Certain family members can also file a claim for their own personal loss when some is killed or seriously injured in Iowa. These types of claims are commonly referred to as loss of consortium, services, and support, or sometimes simply consortium claims.  The three family members that are generally allowed to make a claim are the spouse, parent, or child of the person who was killed or injured.  These claims generally need to be made with the underlying estate’s claim in a wrongful death action unless it is not feasible to do so for some reason.    
  1. Parental Claims and Damages.
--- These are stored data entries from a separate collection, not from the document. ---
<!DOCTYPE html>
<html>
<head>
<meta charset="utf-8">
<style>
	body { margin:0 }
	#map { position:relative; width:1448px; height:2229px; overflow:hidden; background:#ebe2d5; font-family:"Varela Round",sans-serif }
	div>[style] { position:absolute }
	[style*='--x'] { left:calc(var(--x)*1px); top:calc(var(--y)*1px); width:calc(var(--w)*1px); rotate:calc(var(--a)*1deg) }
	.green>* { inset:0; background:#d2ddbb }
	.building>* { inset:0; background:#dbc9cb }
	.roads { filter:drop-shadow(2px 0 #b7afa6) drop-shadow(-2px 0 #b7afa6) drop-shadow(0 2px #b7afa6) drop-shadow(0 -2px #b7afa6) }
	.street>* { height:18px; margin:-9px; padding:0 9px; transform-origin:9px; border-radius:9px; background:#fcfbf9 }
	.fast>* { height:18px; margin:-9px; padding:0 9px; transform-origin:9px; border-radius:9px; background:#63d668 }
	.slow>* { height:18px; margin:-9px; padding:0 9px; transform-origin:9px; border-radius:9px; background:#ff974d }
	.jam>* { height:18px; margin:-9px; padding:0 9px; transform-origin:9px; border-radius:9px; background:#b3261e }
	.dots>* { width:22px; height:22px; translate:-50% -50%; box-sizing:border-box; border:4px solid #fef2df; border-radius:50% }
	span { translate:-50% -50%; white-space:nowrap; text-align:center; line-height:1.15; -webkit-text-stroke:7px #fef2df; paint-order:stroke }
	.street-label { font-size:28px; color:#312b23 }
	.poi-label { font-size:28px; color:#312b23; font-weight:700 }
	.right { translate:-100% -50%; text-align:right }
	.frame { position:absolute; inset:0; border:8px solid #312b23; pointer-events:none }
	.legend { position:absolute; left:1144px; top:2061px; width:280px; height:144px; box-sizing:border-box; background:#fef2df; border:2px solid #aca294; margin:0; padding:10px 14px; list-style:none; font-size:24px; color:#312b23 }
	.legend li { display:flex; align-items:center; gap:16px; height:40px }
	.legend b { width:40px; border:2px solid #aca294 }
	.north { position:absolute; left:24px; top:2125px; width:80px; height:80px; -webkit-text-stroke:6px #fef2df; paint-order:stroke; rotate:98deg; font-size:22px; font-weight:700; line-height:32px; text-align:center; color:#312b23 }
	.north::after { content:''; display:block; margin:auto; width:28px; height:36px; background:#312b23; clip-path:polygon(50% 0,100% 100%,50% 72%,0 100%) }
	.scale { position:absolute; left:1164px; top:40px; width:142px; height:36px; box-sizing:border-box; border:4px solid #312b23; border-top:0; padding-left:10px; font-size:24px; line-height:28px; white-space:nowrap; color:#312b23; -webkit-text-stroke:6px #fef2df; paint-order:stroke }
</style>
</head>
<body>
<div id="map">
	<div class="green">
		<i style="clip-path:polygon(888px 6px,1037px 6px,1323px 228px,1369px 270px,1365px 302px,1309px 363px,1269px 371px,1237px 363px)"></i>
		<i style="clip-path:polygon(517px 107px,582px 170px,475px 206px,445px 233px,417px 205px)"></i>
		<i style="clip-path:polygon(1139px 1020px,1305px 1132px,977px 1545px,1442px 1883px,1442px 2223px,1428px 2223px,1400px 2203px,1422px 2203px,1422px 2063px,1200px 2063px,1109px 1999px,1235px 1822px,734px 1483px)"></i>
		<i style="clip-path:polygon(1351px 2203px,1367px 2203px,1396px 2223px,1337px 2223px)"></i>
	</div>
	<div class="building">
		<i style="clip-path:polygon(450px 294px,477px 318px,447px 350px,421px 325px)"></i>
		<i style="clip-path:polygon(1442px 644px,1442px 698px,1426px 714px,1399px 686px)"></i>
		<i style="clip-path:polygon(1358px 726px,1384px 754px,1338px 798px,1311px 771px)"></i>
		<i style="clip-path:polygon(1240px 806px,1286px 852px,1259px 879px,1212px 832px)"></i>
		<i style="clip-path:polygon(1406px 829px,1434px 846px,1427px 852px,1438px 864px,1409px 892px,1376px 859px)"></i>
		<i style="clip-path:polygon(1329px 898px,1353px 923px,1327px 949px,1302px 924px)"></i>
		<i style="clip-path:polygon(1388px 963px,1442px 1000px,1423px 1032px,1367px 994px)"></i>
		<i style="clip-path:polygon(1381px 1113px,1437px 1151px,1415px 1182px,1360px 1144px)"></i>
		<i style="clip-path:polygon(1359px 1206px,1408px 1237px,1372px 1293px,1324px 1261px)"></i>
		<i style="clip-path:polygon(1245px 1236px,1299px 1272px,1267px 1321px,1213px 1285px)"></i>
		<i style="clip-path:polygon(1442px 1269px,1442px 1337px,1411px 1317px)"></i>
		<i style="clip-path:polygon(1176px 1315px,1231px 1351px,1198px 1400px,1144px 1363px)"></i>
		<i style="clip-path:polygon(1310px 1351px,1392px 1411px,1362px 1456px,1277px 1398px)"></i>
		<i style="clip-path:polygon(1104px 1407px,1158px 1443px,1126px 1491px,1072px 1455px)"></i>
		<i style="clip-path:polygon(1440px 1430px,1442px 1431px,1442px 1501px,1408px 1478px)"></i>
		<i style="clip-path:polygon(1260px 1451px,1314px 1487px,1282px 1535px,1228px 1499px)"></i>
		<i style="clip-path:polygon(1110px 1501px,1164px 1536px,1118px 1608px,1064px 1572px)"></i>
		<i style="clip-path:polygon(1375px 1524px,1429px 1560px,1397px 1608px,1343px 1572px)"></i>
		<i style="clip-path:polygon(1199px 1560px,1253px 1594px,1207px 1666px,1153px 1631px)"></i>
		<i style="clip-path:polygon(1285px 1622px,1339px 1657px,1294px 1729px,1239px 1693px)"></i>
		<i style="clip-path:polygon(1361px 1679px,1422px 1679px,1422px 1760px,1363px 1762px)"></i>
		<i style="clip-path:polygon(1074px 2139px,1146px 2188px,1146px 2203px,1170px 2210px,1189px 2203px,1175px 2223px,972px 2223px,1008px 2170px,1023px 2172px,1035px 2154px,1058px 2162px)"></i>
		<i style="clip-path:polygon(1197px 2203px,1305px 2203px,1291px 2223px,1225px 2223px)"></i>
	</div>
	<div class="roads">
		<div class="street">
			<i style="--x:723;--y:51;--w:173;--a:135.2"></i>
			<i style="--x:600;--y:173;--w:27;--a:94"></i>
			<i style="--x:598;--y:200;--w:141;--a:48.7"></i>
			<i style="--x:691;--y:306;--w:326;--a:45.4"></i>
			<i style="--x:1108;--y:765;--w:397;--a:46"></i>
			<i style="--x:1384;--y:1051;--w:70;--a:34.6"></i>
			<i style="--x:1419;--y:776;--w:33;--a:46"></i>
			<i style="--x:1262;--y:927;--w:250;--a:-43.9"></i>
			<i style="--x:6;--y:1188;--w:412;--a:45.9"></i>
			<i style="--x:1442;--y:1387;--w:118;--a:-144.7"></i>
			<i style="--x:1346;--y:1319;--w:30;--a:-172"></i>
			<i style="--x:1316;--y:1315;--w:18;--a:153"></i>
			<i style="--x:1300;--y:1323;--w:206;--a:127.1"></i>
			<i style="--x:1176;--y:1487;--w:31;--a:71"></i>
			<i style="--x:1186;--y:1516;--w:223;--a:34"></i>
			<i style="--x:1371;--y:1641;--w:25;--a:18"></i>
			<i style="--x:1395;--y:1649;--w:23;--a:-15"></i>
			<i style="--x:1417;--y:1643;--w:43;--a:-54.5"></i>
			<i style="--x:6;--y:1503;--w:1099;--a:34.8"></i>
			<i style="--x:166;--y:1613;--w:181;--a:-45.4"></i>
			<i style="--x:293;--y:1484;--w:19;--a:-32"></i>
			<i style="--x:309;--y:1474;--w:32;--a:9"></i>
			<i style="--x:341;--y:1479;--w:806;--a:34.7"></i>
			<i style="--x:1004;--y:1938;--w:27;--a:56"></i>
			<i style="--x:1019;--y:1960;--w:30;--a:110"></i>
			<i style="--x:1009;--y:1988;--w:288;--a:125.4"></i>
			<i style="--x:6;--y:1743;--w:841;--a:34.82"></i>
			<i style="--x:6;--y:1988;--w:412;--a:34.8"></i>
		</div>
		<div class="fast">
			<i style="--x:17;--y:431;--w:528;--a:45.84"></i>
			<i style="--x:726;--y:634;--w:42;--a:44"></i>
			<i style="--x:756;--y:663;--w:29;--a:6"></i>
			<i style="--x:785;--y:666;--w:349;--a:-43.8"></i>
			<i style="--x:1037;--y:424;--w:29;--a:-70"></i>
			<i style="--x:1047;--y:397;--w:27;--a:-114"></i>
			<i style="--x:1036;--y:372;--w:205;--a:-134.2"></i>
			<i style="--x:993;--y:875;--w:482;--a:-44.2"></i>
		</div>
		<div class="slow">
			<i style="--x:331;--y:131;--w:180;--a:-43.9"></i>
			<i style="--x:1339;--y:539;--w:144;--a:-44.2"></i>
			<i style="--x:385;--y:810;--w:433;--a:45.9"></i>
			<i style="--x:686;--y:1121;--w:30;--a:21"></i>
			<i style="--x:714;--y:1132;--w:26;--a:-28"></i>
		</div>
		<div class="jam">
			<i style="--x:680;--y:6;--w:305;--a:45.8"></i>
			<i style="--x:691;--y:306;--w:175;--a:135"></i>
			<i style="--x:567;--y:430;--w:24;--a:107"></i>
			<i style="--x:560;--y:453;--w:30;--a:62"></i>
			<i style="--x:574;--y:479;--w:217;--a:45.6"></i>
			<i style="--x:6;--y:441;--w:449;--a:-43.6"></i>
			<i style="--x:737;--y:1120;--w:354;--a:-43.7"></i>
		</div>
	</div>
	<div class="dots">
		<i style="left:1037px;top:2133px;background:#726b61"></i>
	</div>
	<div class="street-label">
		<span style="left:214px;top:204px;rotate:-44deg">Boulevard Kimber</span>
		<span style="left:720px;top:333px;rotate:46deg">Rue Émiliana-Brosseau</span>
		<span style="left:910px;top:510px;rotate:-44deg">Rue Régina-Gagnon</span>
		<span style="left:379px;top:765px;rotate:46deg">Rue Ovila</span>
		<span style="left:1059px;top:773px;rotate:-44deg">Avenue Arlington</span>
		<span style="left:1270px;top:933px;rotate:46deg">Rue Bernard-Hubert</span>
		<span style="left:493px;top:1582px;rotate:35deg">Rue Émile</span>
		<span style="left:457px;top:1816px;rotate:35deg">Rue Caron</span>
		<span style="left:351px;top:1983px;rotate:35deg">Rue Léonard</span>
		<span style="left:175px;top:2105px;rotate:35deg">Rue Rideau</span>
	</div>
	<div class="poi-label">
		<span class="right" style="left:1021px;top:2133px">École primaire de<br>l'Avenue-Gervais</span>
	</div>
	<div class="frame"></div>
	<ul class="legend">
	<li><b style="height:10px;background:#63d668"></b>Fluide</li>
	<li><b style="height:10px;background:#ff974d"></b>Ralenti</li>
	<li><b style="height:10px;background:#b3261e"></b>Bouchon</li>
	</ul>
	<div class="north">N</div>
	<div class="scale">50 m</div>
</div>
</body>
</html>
When a minor child is killed or injured, a parent can bring an action for loss of consortium and services.  Until relatively recently however, parents of an adult child were not allowed to make such a claim.  This changed in 2007 when the legislature amended the Iowa code to allow parents to bring claims for the death of an adult child as well.  Note that parents are still not allowed to make a claim under Iowa law for injuries to an adult child no matter how severe. 
    • Loss of consortium- Parental consortium refers to a parent’s loss of the intangible benefits of the parent child relationship such as companionship, cooperation, aid and affection.  Like pain and suffering, there is no mathematical formula to calculate these losses.  However, these losses are valued significantly by Iowa juries and can and have led to very substantial verdicts.  In fact GRL law has obtained 3 of the 5 highest ever reported verdicts for adult-child consortium claims in Iowa.  
    • Loss of Support- Parents are also entitled to the economic value of the loss of the child’s services which includes both the amount the child could have earned outside the home as well as the value of the child’s labor inside the home.  
    • Other damages- Parents are also entitled to compensations for medical bills and burial expenses as well if they incur those expenses. 
  2. Spousal Claims and Damages
    • Loss of consortium- This is the loss of the intangible benefits of the marital relationship such as companionship, cooperation, aid and affection.  
    • Loss of Support- this is the value of the financial support which the husband or wife would have contributed but for his or her death.  If the spouse is a consistent worker and especially if he or she is a high wage earner, these claims can get quite large.  
  3. Child Claims and Damages
    • Loss of consortium- Both minor and adult children can make claims for loss of the intangible benefits of the child-parent relationship such as companionship, cooperation, aid and affection.  
    • Loss of support- Minor children (but not adult children) can make a claim for loss of a financial support due to a parent’s death.